*** Opening of Study material ***

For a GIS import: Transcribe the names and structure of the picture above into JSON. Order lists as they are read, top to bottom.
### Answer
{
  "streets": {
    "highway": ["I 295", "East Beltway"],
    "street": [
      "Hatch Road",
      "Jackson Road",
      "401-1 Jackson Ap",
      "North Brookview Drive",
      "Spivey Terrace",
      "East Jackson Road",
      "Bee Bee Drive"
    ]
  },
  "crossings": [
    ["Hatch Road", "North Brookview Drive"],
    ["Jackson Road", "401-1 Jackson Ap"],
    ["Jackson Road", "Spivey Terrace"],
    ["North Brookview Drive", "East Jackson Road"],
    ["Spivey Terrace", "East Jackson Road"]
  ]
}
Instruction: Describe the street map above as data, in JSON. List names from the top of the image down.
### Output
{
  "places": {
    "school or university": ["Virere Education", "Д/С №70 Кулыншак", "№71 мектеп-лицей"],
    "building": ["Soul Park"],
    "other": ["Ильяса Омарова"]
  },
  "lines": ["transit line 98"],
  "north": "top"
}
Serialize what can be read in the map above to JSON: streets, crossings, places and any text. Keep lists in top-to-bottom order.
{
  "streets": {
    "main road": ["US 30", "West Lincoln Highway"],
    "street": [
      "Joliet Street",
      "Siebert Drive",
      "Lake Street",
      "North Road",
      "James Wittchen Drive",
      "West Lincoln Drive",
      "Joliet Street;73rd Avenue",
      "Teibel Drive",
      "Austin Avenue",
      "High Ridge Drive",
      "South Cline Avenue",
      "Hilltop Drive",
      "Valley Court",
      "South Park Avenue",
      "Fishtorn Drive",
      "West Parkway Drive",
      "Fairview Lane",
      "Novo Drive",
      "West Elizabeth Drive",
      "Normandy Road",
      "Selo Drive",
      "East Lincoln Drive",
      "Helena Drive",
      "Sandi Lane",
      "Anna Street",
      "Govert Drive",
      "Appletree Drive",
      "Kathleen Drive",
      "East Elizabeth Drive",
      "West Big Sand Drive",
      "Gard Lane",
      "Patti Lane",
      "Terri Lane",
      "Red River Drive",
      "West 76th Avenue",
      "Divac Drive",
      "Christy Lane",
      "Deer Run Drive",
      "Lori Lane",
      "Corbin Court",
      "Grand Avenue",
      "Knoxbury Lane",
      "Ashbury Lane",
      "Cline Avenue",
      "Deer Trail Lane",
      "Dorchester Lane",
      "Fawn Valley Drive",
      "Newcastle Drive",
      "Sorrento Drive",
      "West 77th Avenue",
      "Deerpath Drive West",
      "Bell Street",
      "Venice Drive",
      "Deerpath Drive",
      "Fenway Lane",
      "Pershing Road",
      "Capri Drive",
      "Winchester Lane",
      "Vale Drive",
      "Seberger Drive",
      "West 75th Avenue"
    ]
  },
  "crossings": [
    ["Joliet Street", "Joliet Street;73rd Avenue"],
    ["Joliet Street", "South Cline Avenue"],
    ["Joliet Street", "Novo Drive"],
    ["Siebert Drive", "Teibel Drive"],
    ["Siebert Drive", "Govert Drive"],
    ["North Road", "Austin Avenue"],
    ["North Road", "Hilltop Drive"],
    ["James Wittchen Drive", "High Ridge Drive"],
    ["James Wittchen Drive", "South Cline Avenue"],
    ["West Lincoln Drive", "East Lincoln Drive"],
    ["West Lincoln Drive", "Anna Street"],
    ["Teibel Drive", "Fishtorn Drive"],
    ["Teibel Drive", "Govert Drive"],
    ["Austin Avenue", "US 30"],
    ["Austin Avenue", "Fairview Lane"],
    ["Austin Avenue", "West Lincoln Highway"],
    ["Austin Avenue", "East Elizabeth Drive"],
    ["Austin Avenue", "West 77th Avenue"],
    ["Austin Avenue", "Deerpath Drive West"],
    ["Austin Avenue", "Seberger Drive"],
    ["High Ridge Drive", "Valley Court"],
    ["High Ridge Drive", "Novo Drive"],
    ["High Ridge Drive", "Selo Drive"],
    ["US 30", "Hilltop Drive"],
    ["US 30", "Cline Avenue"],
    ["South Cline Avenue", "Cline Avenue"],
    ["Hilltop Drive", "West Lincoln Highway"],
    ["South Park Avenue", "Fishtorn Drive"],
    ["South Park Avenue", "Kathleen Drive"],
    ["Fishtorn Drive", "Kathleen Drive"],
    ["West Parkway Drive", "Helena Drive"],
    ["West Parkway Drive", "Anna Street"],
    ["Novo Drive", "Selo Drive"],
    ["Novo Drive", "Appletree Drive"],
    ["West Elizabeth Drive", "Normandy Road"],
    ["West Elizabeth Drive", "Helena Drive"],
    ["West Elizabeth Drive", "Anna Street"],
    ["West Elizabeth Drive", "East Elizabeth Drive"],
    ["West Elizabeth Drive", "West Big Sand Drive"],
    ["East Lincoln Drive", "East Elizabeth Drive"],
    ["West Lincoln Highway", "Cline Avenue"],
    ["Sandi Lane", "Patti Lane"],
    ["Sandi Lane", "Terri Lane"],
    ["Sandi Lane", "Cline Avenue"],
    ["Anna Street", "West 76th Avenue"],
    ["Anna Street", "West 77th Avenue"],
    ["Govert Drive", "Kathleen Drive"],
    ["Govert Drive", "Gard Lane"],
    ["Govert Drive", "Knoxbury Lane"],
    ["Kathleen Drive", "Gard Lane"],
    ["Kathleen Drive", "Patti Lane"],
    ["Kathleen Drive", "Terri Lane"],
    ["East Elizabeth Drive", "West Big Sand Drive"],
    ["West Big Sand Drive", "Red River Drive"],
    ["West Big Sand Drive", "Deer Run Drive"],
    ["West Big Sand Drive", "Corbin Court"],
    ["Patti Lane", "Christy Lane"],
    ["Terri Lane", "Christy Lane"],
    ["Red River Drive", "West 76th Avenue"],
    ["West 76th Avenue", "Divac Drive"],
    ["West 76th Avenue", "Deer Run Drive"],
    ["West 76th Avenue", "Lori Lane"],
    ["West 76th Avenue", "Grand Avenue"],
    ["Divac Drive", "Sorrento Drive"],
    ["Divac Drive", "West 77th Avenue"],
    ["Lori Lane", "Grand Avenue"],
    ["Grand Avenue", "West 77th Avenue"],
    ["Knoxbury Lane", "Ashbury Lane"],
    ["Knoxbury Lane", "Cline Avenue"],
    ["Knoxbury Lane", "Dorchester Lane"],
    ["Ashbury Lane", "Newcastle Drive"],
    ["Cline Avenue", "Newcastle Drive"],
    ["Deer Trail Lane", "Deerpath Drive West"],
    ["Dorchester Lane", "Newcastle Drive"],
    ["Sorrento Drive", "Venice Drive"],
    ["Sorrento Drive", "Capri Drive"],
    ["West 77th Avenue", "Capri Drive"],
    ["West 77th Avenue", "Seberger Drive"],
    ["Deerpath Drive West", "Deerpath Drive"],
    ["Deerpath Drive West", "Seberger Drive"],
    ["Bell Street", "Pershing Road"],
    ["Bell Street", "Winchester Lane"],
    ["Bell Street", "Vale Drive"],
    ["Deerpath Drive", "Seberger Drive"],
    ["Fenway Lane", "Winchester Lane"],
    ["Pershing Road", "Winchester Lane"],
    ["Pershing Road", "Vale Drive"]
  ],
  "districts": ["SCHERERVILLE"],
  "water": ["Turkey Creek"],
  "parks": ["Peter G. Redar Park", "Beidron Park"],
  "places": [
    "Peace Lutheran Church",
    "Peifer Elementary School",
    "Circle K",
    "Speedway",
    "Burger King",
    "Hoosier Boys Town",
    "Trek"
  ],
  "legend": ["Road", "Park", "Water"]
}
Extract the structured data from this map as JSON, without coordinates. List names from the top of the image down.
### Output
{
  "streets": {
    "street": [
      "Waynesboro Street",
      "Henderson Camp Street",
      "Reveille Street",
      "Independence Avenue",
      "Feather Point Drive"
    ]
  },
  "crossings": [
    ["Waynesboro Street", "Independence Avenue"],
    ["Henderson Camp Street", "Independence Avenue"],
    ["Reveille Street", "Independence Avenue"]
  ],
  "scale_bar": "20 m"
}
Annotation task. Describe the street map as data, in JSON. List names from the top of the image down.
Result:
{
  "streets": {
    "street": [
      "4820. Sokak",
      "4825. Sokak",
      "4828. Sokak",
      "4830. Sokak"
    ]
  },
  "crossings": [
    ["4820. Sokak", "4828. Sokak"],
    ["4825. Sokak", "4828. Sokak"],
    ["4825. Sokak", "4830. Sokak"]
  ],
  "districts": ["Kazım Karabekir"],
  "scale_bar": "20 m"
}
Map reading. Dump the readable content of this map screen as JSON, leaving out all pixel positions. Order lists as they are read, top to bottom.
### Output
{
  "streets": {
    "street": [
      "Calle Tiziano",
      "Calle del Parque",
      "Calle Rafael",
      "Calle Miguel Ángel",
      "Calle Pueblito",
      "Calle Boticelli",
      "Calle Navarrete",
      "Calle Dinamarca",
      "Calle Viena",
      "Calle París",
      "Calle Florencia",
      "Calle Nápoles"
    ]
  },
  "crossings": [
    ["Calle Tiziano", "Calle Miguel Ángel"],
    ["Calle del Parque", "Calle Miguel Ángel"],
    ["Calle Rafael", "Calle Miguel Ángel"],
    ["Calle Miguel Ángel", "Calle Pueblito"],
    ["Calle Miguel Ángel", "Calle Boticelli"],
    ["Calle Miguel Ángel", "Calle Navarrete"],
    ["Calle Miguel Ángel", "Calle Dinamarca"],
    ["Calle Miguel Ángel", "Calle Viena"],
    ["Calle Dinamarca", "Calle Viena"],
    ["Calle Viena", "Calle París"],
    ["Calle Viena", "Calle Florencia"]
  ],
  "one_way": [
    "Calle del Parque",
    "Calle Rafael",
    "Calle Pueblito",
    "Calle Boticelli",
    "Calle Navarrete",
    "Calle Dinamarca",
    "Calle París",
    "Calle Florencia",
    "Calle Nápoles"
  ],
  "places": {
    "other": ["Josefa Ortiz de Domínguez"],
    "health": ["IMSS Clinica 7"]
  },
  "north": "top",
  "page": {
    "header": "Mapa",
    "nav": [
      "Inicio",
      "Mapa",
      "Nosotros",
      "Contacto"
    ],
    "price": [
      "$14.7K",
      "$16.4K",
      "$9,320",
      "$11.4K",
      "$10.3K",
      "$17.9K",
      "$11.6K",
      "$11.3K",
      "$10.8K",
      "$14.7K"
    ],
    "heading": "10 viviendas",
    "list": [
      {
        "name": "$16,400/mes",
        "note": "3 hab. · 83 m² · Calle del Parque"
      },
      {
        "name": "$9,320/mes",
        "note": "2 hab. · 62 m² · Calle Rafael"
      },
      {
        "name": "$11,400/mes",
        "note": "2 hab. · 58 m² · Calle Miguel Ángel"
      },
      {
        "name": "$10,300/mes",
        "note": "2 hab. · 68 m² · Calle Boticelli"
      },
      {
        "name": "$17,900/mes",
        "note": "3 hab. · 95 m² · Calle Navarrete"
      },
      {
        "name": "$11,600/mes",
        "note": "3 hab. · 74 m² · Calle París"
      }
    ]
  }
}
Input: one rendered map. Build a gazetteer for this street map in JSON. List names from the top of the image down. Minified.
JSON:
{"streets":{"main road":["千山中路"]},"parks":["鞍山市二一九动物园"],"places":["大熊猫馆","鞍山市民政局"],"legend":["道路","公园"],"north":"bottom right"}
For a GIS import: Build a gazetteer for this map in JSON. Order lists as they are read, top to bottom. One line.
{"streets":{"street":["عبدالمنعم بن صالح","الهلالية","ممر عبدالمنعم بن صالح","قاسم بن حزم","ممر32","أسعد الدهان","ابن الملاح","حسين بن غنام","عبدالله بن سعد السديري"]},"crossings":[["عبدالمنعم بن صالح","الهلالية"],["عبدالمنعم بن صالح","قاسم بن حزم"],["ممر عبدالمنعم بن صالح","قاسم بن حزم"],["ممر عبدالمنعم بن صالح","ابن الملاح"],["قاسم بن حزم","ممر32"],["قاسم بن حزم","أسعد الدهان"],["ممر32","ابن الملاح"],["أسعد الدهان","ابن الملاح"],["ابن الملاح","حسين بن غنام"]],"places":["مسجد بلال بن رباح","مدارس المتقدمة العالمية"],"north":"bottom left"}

*** Close of Study material ***

_Task details_
State how many lines in the records contain the string "main". Give the number with no words around it.

_Exercise answer_
2